**Source information**

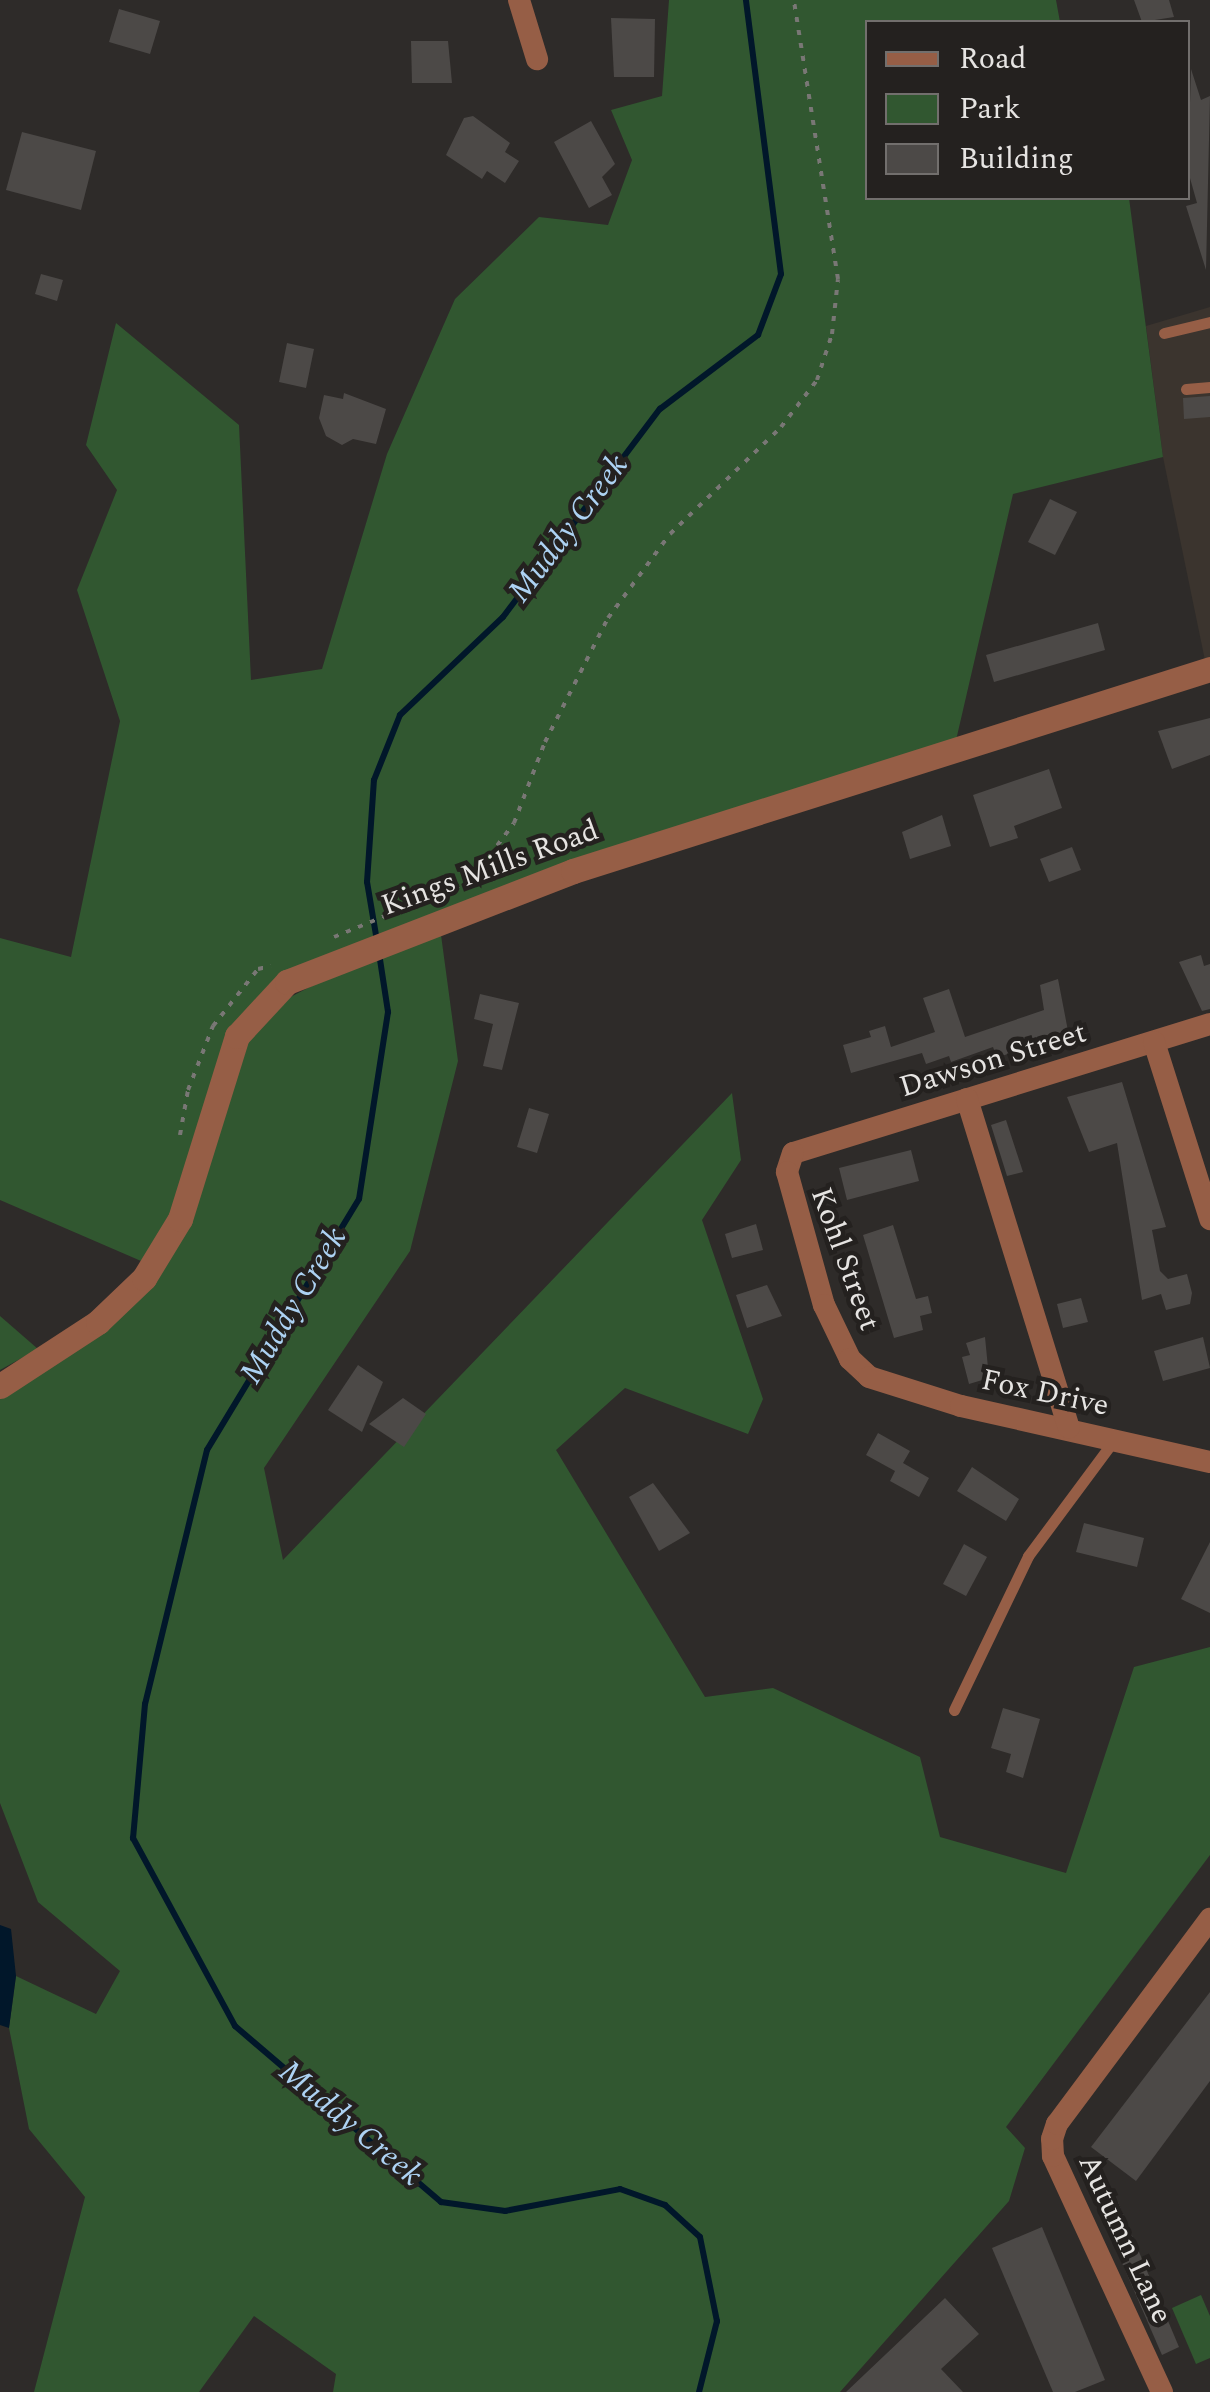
<!DOCTYPE html>
<style>
body{margin:0}
#map{position:relative;width:1210px;height:2392px;overflow:hidden;background:#2e2b29;font-family:Spectral,serif}
div>[style]{position:absolute}
[style*='--x']{left:calc(var(--x)*1px);top:calc(var(--y)*1px);width:calc(var(--w)*1px);rotate:calc(var(--a)*1deg)}
.built>*{inset:0;background:#3b342e}
.green>*{inset:0;background:#315730}
.water>*{inset:0;background:#01172a}
.stream>*{height:6px;margin:-3px;padding:0 3px;transform-origin:3px;border-radius:3px;background:#01172a}
.building>*{inset:0;background:#4c4947}
.path>*{height:4px;margin-top:-2px;transform-origin:0;background:repeating-linear-gradient(90deg,#797775 0 5px,transparent 0 13px)}
.service>*{height:11px;margin:-5.5px;padding:0 5.5px;transform-origin:5.5px;border-radius:5.5px;background:#965e46}
.minor>*{height:22px;margin:-11px;padding:0 11px;transform-origin:11px;border-radius:11px;background:#965e46}
.tertiary>*{height:25px;margin:-12.5px;padding:0 12.5px;transform-origin:12.5px;border-radius:12.5px;background:#965e46}
span{translate:-50% -50%;white-space:nowrap;text-align:center;line-height:1.15;-webkit-text-stroke:9px #24211f;paint-order:stroke}
.street-label{font-size:30px;color:#e6e4e2}
.water-label{font-size:32px;color:#add2f3;font-style:italic}
.legend{position:absolute;left:865px;top:20px;width:325px;height:180px;box-sizing:border-box;background:#24211f;border:2px solid #726f6d;margin:0;padding:12px 18px;list-style:none;font-size:30px;color:#e6e4e2}
.legend li{display:flex;align-items:center;gap:20px;height:50px}
.legend b{width:50px;border:2px solid #726f6d}
</style>
<div id="map">
<div class="built">
<i style="clip-path:polygon(1210px 307px,1210px 669px,1207px 670px,1163px 457px,1146px 326px)"></i>
</div>
<div class="green">
<i style="clip-path:polygon(evenodd,669px 0,1056px 0,1060px 22px,868px 22px,868px 198px,1129px 198px,1163px 457px,1013px 494px,954px 749px,439px 920px,458px 1061px,410px 1251px,264px 1468px,283px 1560px,732px 1093px,741px 1160px,702px 1220px,763px 1399px,748px 1434px,625px 1388px,556px 1450px,705px 1697px,773px 1688px,920px 1757px,940px 1837px,1066px 1873px,1134px 1667px,1210px 1647px,1210px 1855px,1006px 2127px,1025px 2148px,1009px 2201px,840px 2392px,333px 2392px,336px 2374px,254px 2316px,199px 2392px,34px 2392px,85px 2197px,29px 2129px,9px 2028px,16px 1976px,96px 2014px,120px 1971px,38px 1902px,0 1803px,0 1386px,47px 1358px,148px 1264px,0 1200px,0 938px,71px 957px,120px 721px,77px 590px,117px 490px,86px 445px,116px 323px,239px 425px,251px 680px,322px 669px,387px 454px,455px 299px,539px 217px,608px 225px,632px 160px,611px 110px,662px 96px,669px 0,425px 927px,254px 1016px,316px 967px,425px 927px)"></i>
<i style="clip-path:polygon(0 1316px,38px 1349px,0 1370px)"></i>
<i style="clip-path:polygon(1201px 2295px,1210px 2316px,1210px 2358px,1196px 2364px,1172px 2308px)"></i>
</div>
<div class="water">
<i style="clip-path:polygon(0 1925px,11px 1929px,16px 1976px,9px 2028px,0 2025px)"></i>
</div>
<div class="stream">
<i style="--x:377;--y:941;--w:60;--a:-99.6"></i>
<i style="--x:367;--y:882;--w:102;--a:-86.1"></i>
<i style="--x:374;--y:780;--w:70;--a:-68.2"></i>
<i style="--x:400;--y:715;--w:142;--a:-43.6"></i>
<i style="--x:503;--y:617;--w:261;--a:-53"></i>
<i style="--x:660;--y:409;--w:123;--a:-37.1"></i>
<i style="--x:758;--y:335;--w:65;--a:-69.3"></i>
<i style="--x:781;--y:274;--w:276;--a:-97.3"></i>
<i style="--x:379;--y:953;--w:60;--a:81.3"></i>
<i style="--x:388;--y:1012;--w:189;--a:98.8"></i>
<i style="--x:359;--y:1199;--w:293;--a:121.2"></i>
<i style="--x:207;--y:1450;--w:261;--a:103.7"></i>
<i style="--x:145;--y:1704;--w:135;--a:95.1"></i>
<i style="--x:133;--y:1838;--w:214;--a:61.5"></i>
<i style="--x:235;--y:2026;--w:271;--a:40.5"></i>
<i style="--x:441;--y:2202;--w:65;--a:8"></i>
<i style="--x:505;--y:2211;--w:117;--a:-10.8"></i>
<i style="--x:620;--y:2189;--w:48;--a:19.6"></i>
<i style="--x:665;--y:2205;--w:47;--a:42.4"></i>
<i style="--x:700;--y:2237;--w:86;--a:78.6"></i>
<i style="--x:717;--y:2321;--w:73;--a:104.2"></i>
</div>
<div class="building">
<i style="clip-path:polygon(1134px 0,1169px 0,1174px 17px,1142px 22px)"></i>
<i style="clip-path:polygon(119px 9px,160px 21px,150px 54px,109px 42px)"></i>
<i style="clip-path:polygon(611px 18px,655px 19px,654px 77px,614px 77px)"></i>
<i style="clip-path:polygon(411px 41px,448px 41px,452px 83px,412px 83px)"></i>
<i style="clip-path:polygon(1191px 69px,1201px 100px,1210px 96px,1206px 270px,1186px 206px,1197px 203px,1188px 171px)"></i>
<i style="clip-path:polygon(473px 116px,510px 143px,505px 152px,519px 161px,505px 183px,487px 171px,482px 179px,446px 155px,464px 118px)"></i>
<i style="clip-path:polygon(591px 121px,615px 164px,602px 177px,612px 195px,589px 208px,554px 142px)"></i>
<i style="clip-path:polygon(22px 132px,96px 151px,81px 210px,6px 190px)"></i>
<i style="clip-path:polygon(41px 274px,63px 280px,57px 301px,35px 294px)"></i>
<i style="clip-path:polygon(287px 343px,314px 349px,306px 388px,279px 382px)"></i>
<i style="clip-path:polygon(344px 393px,386px 409px,376px 444px,353px 439px,342px 445px,326px 436px,319px 418px,324px 395px,343px 399px)"></i>
<i style="clip-path:polygon(1210px 396px,1210px 417px,1184px 419px,1183px 398px)"></i>
<i style="clip-path:polygon(1050px 499px,1077px 512px,1055px 555px,1028px 542px)"></i>
<i style="clip-path:polygon(1098px 623px,1105px 650px,994px 682px,986px 655px)"></i>
<i style="clip-path:polygon(1210px 718px,1210px 755px,1172px 769px,1158px 731px)"></i>
<i style="clip-path:polygon(1049px 769px,1062px 808px,1014px 826px,1018px 838px,990px 847px,973px 795px)"></i>
<i style="clip-path:polygon(942px 815px,951px 846px,910px 859px,902px 832px)"></i>
<i style="clip-path:polygon(1072px 847px,1081px 870px,1049px 882px,1040px 859px)"></i>
<i style="clip-path:polygon(1201px 955px,1204px 966px,1210px 964px,1210px 1009px,1202px 1011px,1179px 962px)"></i>
<i style="clip-path:polygon(1058px 979px,1068px 1031px,997px 1058px,993px 1047px,951px 1062px,949px 1056px,926px 1064px,922px 1053px,851px 1073px,843px 1045px,871px 1037px,869px 1031px,885px 1026px,891px 1047px,935px 1032px,923px 998px,949px 989px,965px 1037px,1044px 1010px,1040px 985px)"></i>
<i style="clip-path:polygon(480px 994px,519px 1003px,502px 1070px,483px 1066px,493px 1024px,474px 1019px)"></i>
<i style="clip-path:polygon(1122px 1082px,1166px 1227px,1152px 1230px,1160px 1271px,1168px 1279px,1187px 1274px,1192px 1293px,1190px 1304px,1166px 1310px,1161px 1294px,1142px 1300px,1117px 1143px,1089px 1152px,1067px 1097px)"></i>
<i style="clip-path:polygon(529px 1108px,549px 1114px,537px 1153px,517px 1147px)"></i>
<i style="clip-path:polygon(1006px 1120px,1023px 1172px,1007px 1176px,991px 1125px)"></i>
<i style="clip-path:polygon(911px 1150px,919px 1181px,847px 1200px,839px 1168px)"></i>
<i style="clip-path:polygon(756px 1224px,763px 1250px,732px 1258px,725px 1234px)"></i>
<i style="clip-path:polygon(893px 1225px,916px 1299px,928px 1296px,932px 1313px,920px 1316px,923px 1330px,894px 1338px,863px 1235px)"></i>
<i style="clip-path:polygon(767px 1285px,782px 1316px,747px 1328px,736px 1295px)"></i>
<i style="clip-path:polygon(1081px 1298px,1088px 1322px,1063px 1328px,1057px 1304px)"></i>
<i style="clip-path:polygon(985px 1337px,989px 1378px,969px 1384px,962px 1357px,970px 1355px,966px 1343px)"></i>
<i style="clip-path:polygon(1203px 1337px,1210px 1368px,1163px 1381px,1154px 1351px)"></i>
<i style="clip-path:polygon(358px 1365px,383px 1382px,362px 1432px,328px 1410px)"></i>
<i style="clip-path:polygon(403px 1398px,426px 1414px,404px 1447px,369px 1424px)"></i>
<i style="clip-path:polygon(878px 1433px,910px 1451px,903px 1463px,929px 1478px,919px 1497px,890px 1481px,895px 1471px,866px 1455px)"></i>
<i style="clip-path:polygon(972px 1467px,1019px 1499px,1006px 1521px,957px 1491px)"></i>
<i style="clip-path:polygon(653px 1483px,690px 1533px,659px 1551px,629px 1497px)"></i>
<i style="clip-path:polygon(1084px 1523px,1144px 1538px,1137px 1567px,1076px 1552px)"></i>
<i style="clip-path:polygon(1210px 1542px,1210px 1613px,1181px 1599px)"></i>
<i style="clip-path:polygon(964px 1544px,987px 1557px,966px 1596px,943px 1584px)"></i>
<i style="clip-path:polygon(1003px 1708px,1040px 1719px,1023px 1778px,1006px 1772px,1011px 1754px,991px 1748px)"></i>
<i style="clip-path:polygon(1210px 1992px,1210px 2081px,1136px 2181px,1091px 2147px)"></i>
<i style="clip-path:polygon(1118px 2202px,1179px 2347px,1162px 2355px,1099px 2210px)"></i>
<i style="clip-path:polygon(1042px 2227px,1105px 2380px,1075px 2392px,1053px 2392px,992px 2248px)"></i>
<i style="clip-path:polygon(945px 2298px,979px 2334px,941px 2369px,963px 2392px,846px 2392px)"></i>
</div>
<div class="path">
<i style="--x:466;--y:887;--w:80;--a:-53.1"></i>
<i style="--x:514;--y:823;--w:87;--a:-69.1"></i>
<i style="--x:545;--y:742;--w:139;--a:-63.1"></i>
<i style="--x:608;--y:618;--w:104;--a:-53.6"></i>
<i style="--x:670;--y:534;--w:154;--a:-43.9"></i>
<i style="--x:781;--y:427;--w:59;--a:-52.5"></i>
<i style="--x:817;--y:380;--w:48;--a:-71.9"></i>
<i style="--x:832;--y:334;--w:55;--a:-83.8"></i>
<i style="--x:838;--y:279;--w:282;--a:-99"></i>
<i style="--x:334;--y:937;--w:145;--a:-22.3"></i>
<i style="--x:180;--y:1135;--w:46;--a:-79.9"></i>
<i style="--x:188;--y:1090;--w:69;--a:-68.7"></i>
<i style="--x:213;--y:1026;--w:73;--a:-51.7"></i>
<i style="--x:258;--y:969;--w:13;--a:-13"></i>
</div>
<div class="service">
<i style="--x:1164;--y:333;--w:47;--a:-13.4"></i>
<i style="--x:1186;--y:389;--w:24;--a:-5"></i>
<i style="--x:954;--y:1710;--w:171;--a:-64.3"></i>
<i style="--x:1028;--y:1556;--w:146;--a:-53.4"></i>
</div>
<div class="minor">
<i style="--x:519;--y:0;--w:62;--a:73"></i>
<i style="--x:1210;--y:1024;--w:436;--a:162.8"></i>
<i style="--x:793;--y:1153;--w:20;--a:108"></i>
<i style="--x:787;--y:1172;--w:138;--a:74.5"></i>
<i style="--x:824;--y:1305;--w:60;--a:64.3"></i>
<i style="--x:850;--y:1359;--w:26;--a:43"></i>
<i style="--x:869;--y:1377;--w:96;--a:17.5"></i>
<i style="--x:961;--y:1406;--w:255;--a:12.7"></i>
<i style="--x:1154;--y:1042;--w:186;--a:72.4"></i>
<i style="--x:967;--y:1099;--w:344;--a:72.8"></i>
<i style="--x:1162;--y:2392;--w:260;--a:-114.8"></i>
<i style="--x:1053;--y:2156;--w:17;--a:-93"></i>
<i style="--x:1052;--y:2139;--w:16;--a:-72"></i>
<i style="--x:1057;--y:2124;--w:256;--a:-53.3"></i>
</div>
<div class="tertiary">
<i style="--x:0;--y:1386;--w:117;--a:-33.1"></i>
<i style="--x:98;--y:1322;--w:64;--a:-43.7"></i>
<i style="--x:144;--y:1278;--w:69;--a:-58.6"></i>
<i style="--x:180;--y:1219;--w:192;--a:-72.7"></i>
<i style="--x:237;--y:1036;--w:74;--a:-47.2"></i>
<i style="--x:287;--y:982;--w:307;--a:-21.2"></i>
<i style="--x:573;--y:871;--w:668;--a:-17.59"></i>
</div>
<div class="street-label">
<span style="left:490px;top:868px;rotate:-20deg">Kings Mills Road</span>
<span style="left:993px;top:1060px;rotate:-17deg">Dawson Street</span>
<span style="left:845px;top:1259px;rotate:70deg">Kohl Street</span>
<span style="left:1045px;top:1393px;rotate:12deg">Fox Drive</span>
<span style="left:1125px;top:2239px;rotate:65deg">Autumn Lane</span>
</div>
<div class="water-label">
<span style="left:569px;top:529px;rotate:-53deg">Muddy Creek</span>
<span style="left:294px;top:1306px;rotate:-59deg">Muddy Creek</span>
<span style="left:350px;top:2124px;rotate:40deg">Muddy Creek</span>
</div>
<ul class="legend">
<li><b style="height:12px;background:#965e46"></b>Road</li>
<li><b style="height:28px;background:#315730"></b>Park</li>
<li><b style="height:28px;background:#4c4947"></b>Building</li>
</ul>
</div>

**Problem description**
Scan the data above and copy every line with "class" in it.

**Reply to the exercise**
<div class="built">
<div class="green">
<div class="water">
<div class="stream">
<div class="building">
<div class="path">
<div class="service">
<div class="minor">
<div class="tertiary">
<div class="street-label">
<div class="water-label">
<ul class="legend">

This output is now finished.